The problem is political. Spain used to be a leader in the field with all new buildings required to have solar panels. Then the government stopped the subsidies and reduced the "buy back" price for solar power, so investment dried up. However things are changing and Iberdrola etc are building new solar farms.

https://www.thelocal.es/20180402/solar-seeks-its-place-under-spanish-sun


----------



## Alcalaina (Aug 6, 2010)

snikpoh said:


> There is no such thing as "sun tax" - it was never brought into legislation.
> 
> [Unless you can show me where the law was approved]


It was approved in 2015, but I recall them raising the threshold so that most domestic consumers wouldn't have to pay anything.

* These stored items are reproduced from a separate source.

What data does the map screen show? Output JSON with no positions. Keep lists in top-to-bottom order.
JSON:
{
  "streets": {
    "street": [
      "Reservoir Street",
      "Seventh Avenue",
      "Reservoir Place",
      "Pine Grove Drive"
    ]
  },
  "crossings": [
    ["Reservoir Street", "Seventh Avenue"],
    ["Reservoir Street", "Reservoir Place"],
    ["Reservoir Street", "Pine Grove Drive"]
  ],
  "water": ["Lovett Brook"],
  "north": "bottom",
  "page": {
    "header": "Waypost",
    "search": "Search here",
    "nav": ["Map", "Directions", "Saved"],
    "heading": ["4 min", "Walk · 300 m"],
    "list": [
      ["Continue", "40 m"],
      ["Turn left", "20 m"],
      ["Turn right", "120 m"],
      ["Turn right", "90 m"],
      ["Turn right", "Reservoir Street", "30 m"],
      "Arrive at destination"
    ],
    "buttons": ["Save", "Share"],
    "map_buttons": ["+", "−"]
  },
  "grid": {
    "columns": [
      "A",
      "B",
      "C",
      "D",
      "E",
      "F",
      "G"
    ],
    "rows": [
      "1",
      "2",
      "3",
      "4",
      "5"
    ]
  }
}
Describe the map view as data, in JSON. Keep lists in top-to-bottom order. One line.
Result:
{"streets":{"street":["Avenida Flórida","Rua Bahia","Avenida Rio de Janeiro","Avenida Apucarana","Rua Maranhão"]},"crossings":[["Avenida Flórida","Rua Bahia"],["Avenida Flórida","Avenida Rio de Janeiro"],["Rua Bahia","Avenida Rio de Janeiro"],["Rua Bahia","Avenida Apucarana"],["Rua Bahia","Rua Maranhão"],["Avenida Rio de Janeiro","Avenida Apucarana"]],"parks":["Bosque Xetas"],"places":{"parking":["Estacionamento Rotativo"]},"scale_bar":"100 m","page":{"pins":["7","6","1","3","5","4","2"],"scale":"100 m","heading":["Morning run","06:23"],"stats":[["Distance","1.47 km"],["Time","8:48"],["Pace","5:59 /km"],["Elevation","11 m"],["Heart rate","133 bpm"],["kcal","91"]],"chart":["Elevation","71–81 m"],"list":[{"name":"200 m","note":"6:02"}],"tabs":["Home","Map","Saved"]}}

But they still can't sell surplus power back to the grid.

Anyway, it will soon be history.

https://www.pv-magazine.com/2018/06/12/spain-set-to-cancel-solar-tax/


----------



## Costachick (Apr 22, 2016)

There is a block just in front of me that has solar panels on the roof.


----------



## snikpoh (Nov 19, 2007)

Alcalaina said:


> It was approved in 2015, but I recall them raising the threshold so that most domestic consumers wouldn't have to pay anything. But they still can't sell surplus power back to the grid.
> 
> Anyway, it will soon be history.
> 
> https://www.pv-magazine.com/2018/06/12/spain-set-to-cancel-solar-tax/


I read that the decree was NEVER ratified and so was never law.

Do you have a link to show that people are actually paying it.

Also, Solar in Spain advertise based on the fact that one CAN sell surplus power to 'the grid'. I challenged them on this and was told it was perfectly possible and that they had many clients doing it.


----------



## Overandout (Nov 10, 2012)

RD 900/2015 of 9th October.

https://www.boe.es/diario_boe/txt.php?id=BOE-A-2015-10927


----------



## Overandout (Nov 10, 2012)

snikpoh said:


> I read that the decree was NEVER ratified and so was never law.
> 
> Do you have a link to show that people are actually paying it.
> 
> Also, Solar in Spain advertise based on the fact that one CAN sell surplus power to 'the grid'. I challenged them on this and was told it was perfectly possible and that they had many clients doing it.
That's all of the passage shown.